La plupart des coureurs se souviendront du 26 avril 2026, jour où Sabastian Sawe est devenu le premier homme à franchir officiellement la barrière des 2 heures au marathon. Mais pour Vinny Mauri, ce sera toujours le jour où il a couru son premier marathon et est devenu le quatrième marathonien le plus rapide de l’histoire des États-Unis.

Au marathon de Glass City à Toledo, Ohio, Mauri a couru le premier marathon le plus rapide jamais réalisé par un Américain, terminant en 2:05:54. Il avait une moyenne de 4:48 par mile.

Ce fut un résultat choquant pour de nombreuses raisons.

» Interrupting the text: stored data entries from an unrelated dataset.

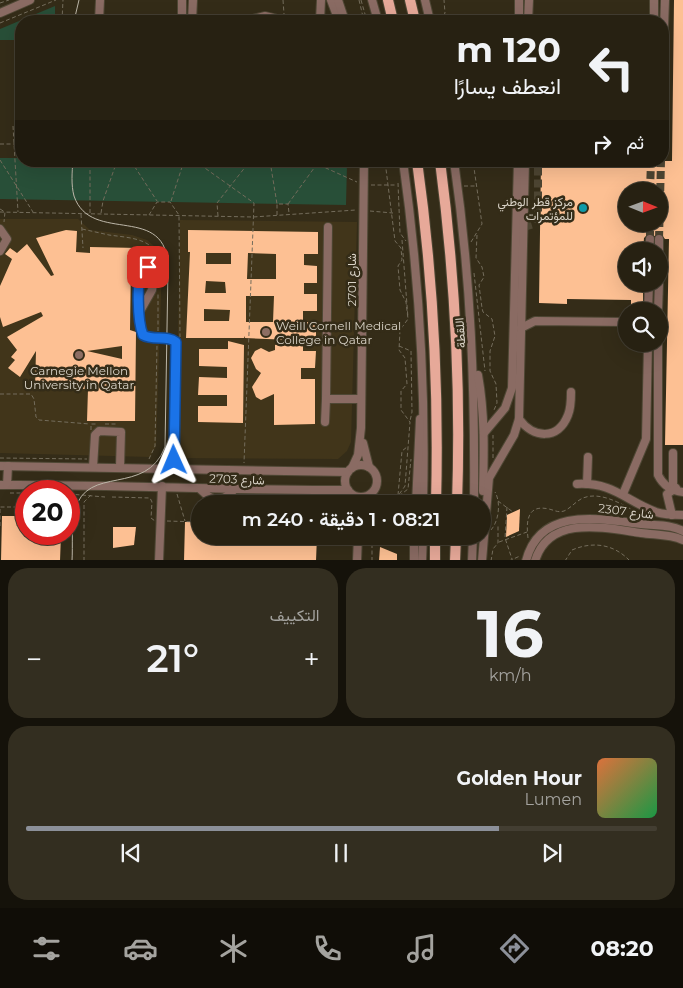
<!DOCTYPE html>
<html lang="ar">
<meta charset="utf-8">
<style>
body{margin:0;font-family:Montserrat,Vazirmatn,sans-serif;background:#332e20;color:#f1f3f6;direction:rtl;height:100vh;display:flex;flex-direction:column;font-size:19px;white-space:nowrap}
*{box-sizing:border-box;margin:0}
p{font-size:16px;color:#a4a39f}
.icon{flex:none;width:28px;height:28px;fill:none;stroke:currentColor;stroke-width:2;stroke-linecap:round;stroke-linejoin:round}
.map{position:relative;height:560px;overflow:hidden;direction:ltr}
.details{display:flex;flex-direction:column;gap:8px;padding:8px;background:#15120a;flex:1}
.details>*{flex:none}
.hud{position:absolute;left:15px;top:15px;width:654px;height:152px;border-radius:20px;box-shadow:0 5px 20px #0002,0 0 0 1px #433e32;direction:rtl;background:#272112;color:#f1f3f6;overflow:hidden}
.needle{width:32px;rotate:91deg}
.controls{position:absolute;left:618px;top:182px;display:grid;gap:10px}
.controls a{display:grid;place-items:center;width:50px;height:50px;border-radius:50%;background:#272112;box-shadow:0 5px 20px #0002,0 0 0 1px #433e32;font-size:25px}
.speed{position:absolute;left:15px;top:480px;display:flex;gap:10px;font-size:25px;font-weight:700;text-align:center}
.speed>*{display:grid;place-content:center;width:65px;height:65px;border-radius:50%;background:#272112;box-shadow:0 5px 20px #0002,0 0 0 1px #433e32;line-height:1}
.speed .limit{border:8px solid #d22;background:#fff;color:#111}
.pin{position:absolute;display:grid;place-items:center;width:42px;height:42px;color:#fff;margin:-21px;border-radius:10px;box-shadow:0 2px 8px #0006}
.me{position:absolute;width:55px;margin:-28px;rotate:359deg;stroke-linejoin:round;filter:drop-shadow(0 0 4px #0008)}
.turn{display:flex;align-items:center;gap:18px;height:105px;padding:0 25px;font-size:22px}
.turn .icon{width:65px;height:65px;stroke-width:2.5}
.turn b{display:block;font-size:35px;line-height:42px}
.then{display:flex;align-items:center;height:48px;padding:0 25px;background:#0003;gap:10px;font-size:19px}
.big{font-size:38px;font-weight:600;line-height:1.1}
.details .widget{flex:1;display:flex;flex-direction:column;justify-content:center;gap:8px;min-width:0;padding:0 18px;border-radius:20px;background:#332e20}
.details .dial{align-items:center;gap:0}
.dial b{font-size:65px;line-height:1}
.song{display:flex;align-items:center;gap:15px}
.cover{width:60px;height:60px;border-radius:8px;background:linear-gradient(135deg,hsl(20 70% 55%),hsl(140 70% 35%))}
.played{height:5px;border-radius:2px;background:linear-gradient(90deg,#8c9099 75%,#433e32 75%)}
.keys{display:flex;justify-content:space-around;direction:ltr}
.heat{display:flex;justify-content:space-between;align-items:center;font-size:28px;direction:ltr}
.details .tiles{flex:1;display:grid;gap:8px;grid-template-columns:1fr 1fr}
.widget:last-child{grid-column:span 2}
.trip{position:absolute;left:191px;top:495px;width:300px;height:50px;border-radius:25px;background:#272112;box-shadow:0 5px 20px #0002,0 0 0 1px #433e32;font-weight:600;line-height:50px;text-align:center;direction:rtl}
.tabs{display:flex;height:80px;justify-content:space-around;align-items:center;background:#100d07;color:#a4a39f}
.tabs .icon{width:35px;height:35px}
.tabs .selected{color:#8c9099}
.tabs b{font-size:22px;color:#f1f3f6}
.map>svg:first-child{display:block}
.built{fill:#41351a}
.green{fill:#284f38}
.building{fill:#fdc093;fill-rule:evenodd}
.lines{fill:none;stroke-linecap:round;stroke-linejoin:round}
.minor-tunnel{stroke:#4d4532;stroke-width:8;stroke-dasharray:8 4;stroke-linecap:butt}
.minor-casing{stroke:#4e4734;stroke-width:10}
.major-casing{stroke:#4e4734;stroke-width:12}
.path{stroke:#746d5c;stroke-width:1;stroke-dasharray:4 2.5;stroke-linecap:butt}
.minor{stroke:#8a6b63;stroke-width:8}
.major{stroke:#e7a999;stroke-width:10}
.tram{stroke:#bdb7a9;stroke-width:1}
.route-casing{stroke:#114b97;stroke-width:12}
.route{stroke:#1a73e8;stroke-width:9}
.culture-dot{fill:#0f9aa8;stroke:#342c18;stroke-width:2}
.education-dot{fill:#8d6e63;stroke:#342c18;stroke-width:2}
.labels{text-anchor:middle;dominant-baseline:central;stroke-width:5;stroke-linejoin:round;paint-order:stroke}
.poi-label{font-size:12px;fill:#d9d3c7;stroke:#342c18;text-anchor:end}
.street-label{font-size:12px;fill:#d9d3c7;stroke:#342c18}
</style>
<div class="map">
<svg width="683" height="561" viewBox="0 0 683 561">
<rect width="100%" height="100%" fill="#342c18"/>
<g class="built">
<path d="M0 219H78L90 230 132 235 147 240 154 246 162 264 156 446 150 457 0 453Z"/>
<path d="M180 220 357 222 351 442 347 451 338 459 176 458Z"/>
</g>
<g class="green">
<path d="M55 6V21H21V40H0V29Z"/>
<path d="M0 158H21V161L347 164 346 205 0 199Z"/>
</g>
<g class="building">
<path d="M674 0H683V445H665L669 239H665L661 234 654 236 648 234 644 238 643 251H626V284H643V305H631V300L567 299V304L539 303 541 161H672ZM626 191H659V224H626Z"/>
<path d="M66 230 77 231 76 252 90 253V247L139 248V265L131 264 130 330 136 332 135 421H87L88 389 35 388 36 351 20 377 8 368 15 360 11 357 17 350 7 337 43 316 41 312 3 327 0 317V286L12 259 5 254 10 248 17 253 27 244 51 276 54 275 36 238ZM122 346V359L87 351Z"/>
<path d="M188 230 318 232V254H304V265L317 266V283H304V294H317V311H303V322H316V339H303V351H316L315 368H301V379H315V424L274 425V394L261 400 256 397 252 387 261 373 256 369 251 358 255 351 261 348 269 352 275 350V345L292 340 245 338 244 336V338H186L190 252H188ZM206 253H231V264H206ZM248 253 276 254V279H247ZM206 281 225 282 226 293H205ZM246 296H274L273 322H246ZM204 309 230 310 229 321H204Z"/>
<path d="M228 341 244 345 243 423 198 422V406H227V395H198L199 377 227 378V367L199 366V349H228Z"/>
<path d="M520 509 519 531 506 537 507 515Z"/>
<path d="M2 516H26V534H61L60 561H1Z"/>
<path d="M185 522H200V536H317L316 561H184Z"/>
<path d="M113 527H136L134 545 113 548Z"/>
<path d="M380 547 397 554V561H379Z"/>
</g>
<g class="lines">
<g class="minor-tunnel">
<path d="M650 191 651 161"/>
<path d="M524 227 534 224 538 216V161"/>
<path d="M650 239V224"/>
<path d="M659 239 661 161"/>
</g>
<defs>
<g id="minor">
<path d="M331 0 339 21"/>
<path d="M338 0 345 21"/>
<path d="M372 0 378 21"/>
<path d="M425 0 430 21"/>
<path d="M0 13 30 0"/>
<path d="M99 21 100 0"/>
<path d="M182 21V0"/>
<path d="M192 21 193 0"/>
<path d="M245 21 265 16 286 21"/>
<path d="M320 21 321 0"/>
<path d="M519 21V0"/>
<path d="M528 21 529 0"/>
<path d="M654 21V0"/>
<path d="M662 84 665 0"/>
<path d="M374 161V162"/>
<path d="M403 161C419 275 426 389 423 504"/>
<path d="M454 161C471 278 475 386 474 504"/>
<path d="M355 162V161"/>
<path d="M328 227 326 399H361"/>
<path d="M0 229 7 239 0 251"/>
<path d="M649 251 650 239"/>
<path d="M659 277V239"/>
<path d="M648 311 649 284"/>
<path d="M658 311 659 284"/>
<path d="M139 313 152 290 155 273 148 267 144 268C135 278 138 323 143 335 153 341 167 335 176 342L173 467"/>
<path d="M521 328 535 321 626 322"/>
<path d="M658 344V475C663 485 672 491 683 492"/>
<path d="M478 375C485 414 484 452 483 491"/>
<path d="M519 419C533 438 558 441 568 415 571 408 571 399 571 392"/>
<path d="M325 422 326 399"/>
<path d="M484 433 505 408 512 388 518 161"/>
<path d="M363 443 369 467"/>
<circle cx="361" cy="481" r="16"/>
<path d="M0 466 348 472"/>
<path d="M93 467 95 435 99 431 121 432 120 467"/>
<path d="M352 468 358 455 361 428 364 161"/>
<path d="M577 484C613 482 626 501 656 512 665 515 674 515 683 515"/>
<path d="M587 484 588 457"/>
<path d="M0 485C116 484 232 491 348 490"/>
<path d="M7 485 8 466"/>
<path d="M200 489C214 503 221 503 235 489"/>
<path d="M673 489V453"/>
<path d="M623 494 646 439 648 344"/>
<path d="M416 504 420 419"/>
<path d="M672 515 667 494 676 488"/>
<path d="M159 561 162 486"/>
<path d="M357 561 358 536"/>
<path d="M414 561V536"/>
<path d="M422 561 423 536"/>
<path d="M472 561 473 536"/>
<path d="M482 561 489 478 514 435 519 419 525 161"/>
<path d="M526 561C540 506 600 519 641 524 655 526 670 524 683 531"/>
<path d="M535 561C549 514 606 528 641 533 655 535 670 534 683 540"/>
</g>
<g id="major">
<path d="M388 0 393 21"/>
<path d="M410 0 415 21"/>
<path d="M417 161C433 275 439 389 436 504"/>
<path d="M440 161C455 275 461 389 457 504"/>
<path d="M435 561V536"/>
<path d="M455 561 456 536"/>
</g>
</defs>
<use href="#minor" class="minor-casing"/>
<use href="#major" class="major-casing"/>
<g class="path">
<path d="M283 0 284 14"/>
<path d="M359 0 364 21"/>
<path d="M361 0 367 21"/>
<path d="M0 3 9 0"/>
<path d="M62 21 63 0"/>
<path d="M440 21 445 13 444 0"/>
<path d="M0 23 56 0"/>
<path d="M13 126 18 212"/>
<path d="M0 144H21"/>
<path d="M0 160 33 212"/>
<path d="M131 161 157 201"/>
<path d="M195 161 254 203 244 463"/>
<path d="M270 161 277 204"/>
<path d="M398 183 400 233 406 241"/>
<path d="M371 185H397"/>
<path d="M464 186H476"/>
<path d="M171 201 184 161"/>
<path d="M288 204 317 164 357 182"/>
<path d="M0 209 5 212 4 222"/>
<path d="M370 211 393 213"/>
<path d="M0 212 253 217 356 210"/>
<path d="M90 213V161"/>
<path d="M101 213 103 201 117 161"/>
<path d="M81 214 83 248"/>
<path d="M149 215 157 202H170L179 215 180 337"/>
<path d="M277 215V204H288L289 213"/>
<path d="M218 216 217 203 250 161"/>
<path d="M82 229C91 231 100 233 109 235 130 238 159 238 159 266"/>
<path d="M477 235 476 258 482 267 484 277 479 285 482 308 483 312 492 319 495 336 490 351V371L496 384 497 403 494 410"/>
<path d="M402 240 408 318"/>
<path d="M471 242 482 224 473 161"/>
<path d="M474 273 485 371"/>
<path d="M158 331V293"/>
<path d="M399 346 411 351 412 412 410 421"/>
<path d="M0 394H31L34 399 36 417 39 420 90 424"/>
<path d="M105 424H118"/>
<path d="M91 430V424H98"/>
<path d="M0 458 87 459"/>
<path d="M493 458V435"/>
<path d="M149 459 155 446 157 345"/>
<path d="M10 493H26"/>
<path d="M69 494 105 497"/>
<path d="M177 494 185 521"/>
<path d="M398 495 402 451 407 447"/>
<path d="M399 496 408 489 411 459"/>
<path d="M112 497 150 498 152 502 151 518 155 521"/>
<path d="M325 500 331 499 338 504"/>
<path d="M498 501 513 512"/>
<path d="M383 504 398 496 405 486 410 422 401 410V391L407 384 405 358 399 350 400 330 408 319 406 302 400 290 398 266 402 260 401 248 395 241 385 161"/>
<path d="M507 507 505 538 512 559"/>
<path d="M167 521 200 522"/>
<path d="M0 526V507H26"/>
<path d="M491 530C499 521 501 502 495 492"/>
<path d="M528 538C526 521 527 504 549 509 554 510 558 513 564 511 571 508 576 501 583 498 603 490 628 508 645 517H648"/>
<path d="M499 542 527 532"/>
<path d="M84 561V502L91 495"/>
<path d="M372 561V536"/>
<path d="M491 561 493 549 498 543V524"/>
<path d="M509 561 520 556"/>
<path d="M565 561 572 550C593 541 614 544 630 561"/>
</g>
<use href="#minor" class="minor"/>
<use href="#major" class="major"/>
<g class="tram">
<path d="M74 21 79 0"/>
<path d="M72 561C73 545 71 525 75 510 87 464 146 497 165 447L168 269C168 201 91 246 74 196 71 185 72 172 73 161"/>
</g>
</g>
<g class="lines">
<defs>
<path id="route" d="M148 267 144 268C135 278 138 323 143 335 153 341 167 335 176 342L174 460"/>
</defs>
<use href="#route" class="route-casing"/>
<use href="#route" class="route"/>
</g>
<circle class="culture-dot" cx="583" cy="208" r="5"/>
<g class="education-dot">
<circle cx="266" cy="332" r="5"/>
<circle cx="79" cy="355" r="5"/>
</g>
<g class="labels">
<g class="poi-label">
<text x="573" y="201">مركز قطر الوطني<tspan x="573" dy="14">للمؤتمرات</tspan></text>
<text x="276" y="325" text-anchor="start">Weill Cornell Medical<tspan x="276" dy="14">College in Qatar</tspan></text>
<text x="79" y="370" text-anchor="middle">Carnegie Mellon<tspan x="79" dy="14">University in Qatar</tspan></text>
</g>
<g class="street-label">
<text transform="translate(351 280) rotate(-90)">شارع 2701</text>
<text transform="translate(460 333) rotate(-94)">اللقطة</text>
<text transform="translate(237 479) rotate(2)">شارع 2703</text>
<text transform="translate(626 511) rotate(7)">شارع 2307</text>
</g>
</g>
</svg>
<div class="controls">
<a><svg class="needle" viewBox="-14 -14 28 28"><path d="M0-13l5 13h-10z" fill="#e53935"/><path d="M0 13l5-13h-10z" fill="#a4a39f"/></svg></a>
<a><svg class="icon" aria-label="sound" viewBox="0 0 24 24"><path d="M4 9h4l5-4v14l-5-4H4zM17 9q2 3 0 6"/></svg></a>
<a><svg class="icon" aria-label="search" viewBox="0 0 24 24"><circle cx="10" cy="10" r="6"/><path d="M15 15l6 6"/></svg></a>
</div>
<div class="speed"><div class="limit">20</div></div>
<div class="pin" style="left:148px;top:267px;background:#d93025"><svg class="icon" aria-label="arrive" viewBox="0 0 24 24"><path d="M6 21V4h12l-3 4 3 4H6"/></svg></div>
<svg class="me" style="left:174px;top:460px" viewBox="-20 -20 40 40"><path d="M0-17L14 15 0 8-14 15z" fill="#1a73e8" stroke="#fff" stroke-width="4"/></svg>
<div class="trip">08:21 · 1 دقيقة · 240 m</div>
<div class="hud">
<div class="turn"><svg class="icon" aria-label="left" viewBox="0 0 24 24"><path d="M17 20v-9H6M10 6l-5 5 5 5"/></svg><div><b>120 m</b>انعطف يسارًا</div></div>
<div class="then">ثم<svg class="icon" aria-label="right" viewBox="0 0 24 24"><path d="M7 20v-9h11M14 6l5 5-5 5"/></svg></div>
</div>
</div>
<section class="details">
<div class="tiles">
<div class="widget dial"><b>16</b><p>km/h</p></div>
<div class="widget"><p>التكييف</p>
<div class="heat"><a>−</a><b class="big">21°</b><a>+</a></div>
</div>
<div class="widget">
<div class="song"><i class="cover"></i><div><b>Golden Hour</b><p>Lumen</p></div></div>
<div class="played"></div>
<div class="keys"><svg class="icon" aria-label="previous" viewBox="0 0 24 24"><path d="M18 5L8 12l10 7zM5 5v14"/></svg><svg class="icon" aria-label="pause" viewBox="0 0 24 24"><path d="M8 5v14M16 5v14"/></svg><svg class="icon" aria-label="next" viewBox="0 0 24 24"><path d="M6 5l10 7-10 7zM19 5v14"/></svg></div>
</div>
</div>
</section>
<nav class="tabs">
<b>08:20</b>
<svg class="icon selected" aria-label="directions" viewBox="0 0 24 24"><path d="M12 3l9 9-9 9-9-9zM9 14v-3h6M13 9l2 2-2 2"/></svg>
<svg class="icon" aria-label="music" viewBox="0 0 24 24"><path d="M9 18V5l10-2v13"/><circle cx="6" cy="18" r="3"/><circle cx="16" cy="16" r="3"/></svg>
<svg class="icon" aria-label="phone" viewBox="0 0 24 24"><path d="M5 4h4l2 5-3 2q2 4 5 5l2-3 5 2v4C11 20 4 13 5 4z"/></svg>
<svg class="icon" aria-label="climate" viewBox="0 0 24 24"><path d="M12 3v18M4 7l16 10M4 17L20 7"/></svg>
<svg class="icon" aria-label="car" viewBox="0 0 24 24"><path d="M5 17H2v-5l4-1 3-4h7l3 4 3 1v5h-3M9 17h6M6 11h13"/><circle cx="7" cy="17" r="2"/><circle cx="17" cy="17" r="2"/></svg>
<svg class="icon" aria-label="filters" viewBox="0 0 24 24"><path d="M4 7h16M4 17h16"/><circle cx="9" cy="7" r="2"/><circle cx="15" cy="17" r="2"/></svg>
</nav>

La plupart des années, le Glass City Marathon est une course locale discrète où le vainqueur court généralement en 2h20. Cette année, Mauri, 25 ans, a remporté la course avec plus de 15 minutes d’avance et a couru en solo dès le premier kilomètre.

Mauri n’a pas de sponsor de chaussures professionnel. Ce n’était pas un nom connu à l’université. Il vit chez ses parents à Warren, Ohio, et travaille à temps partiel dans un magasin en activité. Il est auto-coaché.

Et maintenant, il est l’un des marathoniens américains les plus rapides de tous les temps.

Alors qu’il approchait de la ligne d’arrivée dimanche, Mauri était plongé dans la douleur, mais il savait qu’il passait une bonne journée. Pourtant, il était choqué de voir l’heure sur l’horloge.

«J’ai vu qu’il était écrit 14h05 et je me suis dit : ‘Oh mon Dieu.’ C’était juste toutes les émotions à la fois », a déclaré Mauri. Le monde des coureurs. « Toute cette fatigue s’est en quelque sorte dissipée. C’est une percée qui a duré, je suppose, six ans de préparation. »

Alors, qui diable est Vinny Mauri, et comment s’est-il frayé un chemin dans les livres d’histoire lors d’une course sans prétention dans la ceinture de rouille de l’Ohio ?

Retrouver le sport

Avant dimanche, Mauri était relativement inconnu sur le circuit de course à pied d’élite. Il a eu une solide carrière universitaire à l’Arizona State et a participé à des études supérieures à Notre Dame. Il a couru des PR universitaires de 1: 49,40 au 800 mètres, 3: 59,05 au mile et 13: 34,03 au 5 000 mètres. Et il a terminé à une impressionnante 68e place aux championnats de cross-country de la NCAA 2023.

Après avoir obtenu son diplôme en 2025, Mauri a fait une réflexion personnelle. Il avait l’impression de ne pas avoir atteint son potentiel après avoir traversé de multiples changements d’entraîneur et blessures. Il s’est éloigné du sport, est retourné chez ses parents et a décidé de se remettre à la course à pied à une seule condition : « Je veux vraiment tomber amoureux de la course à pied plus que jamais. »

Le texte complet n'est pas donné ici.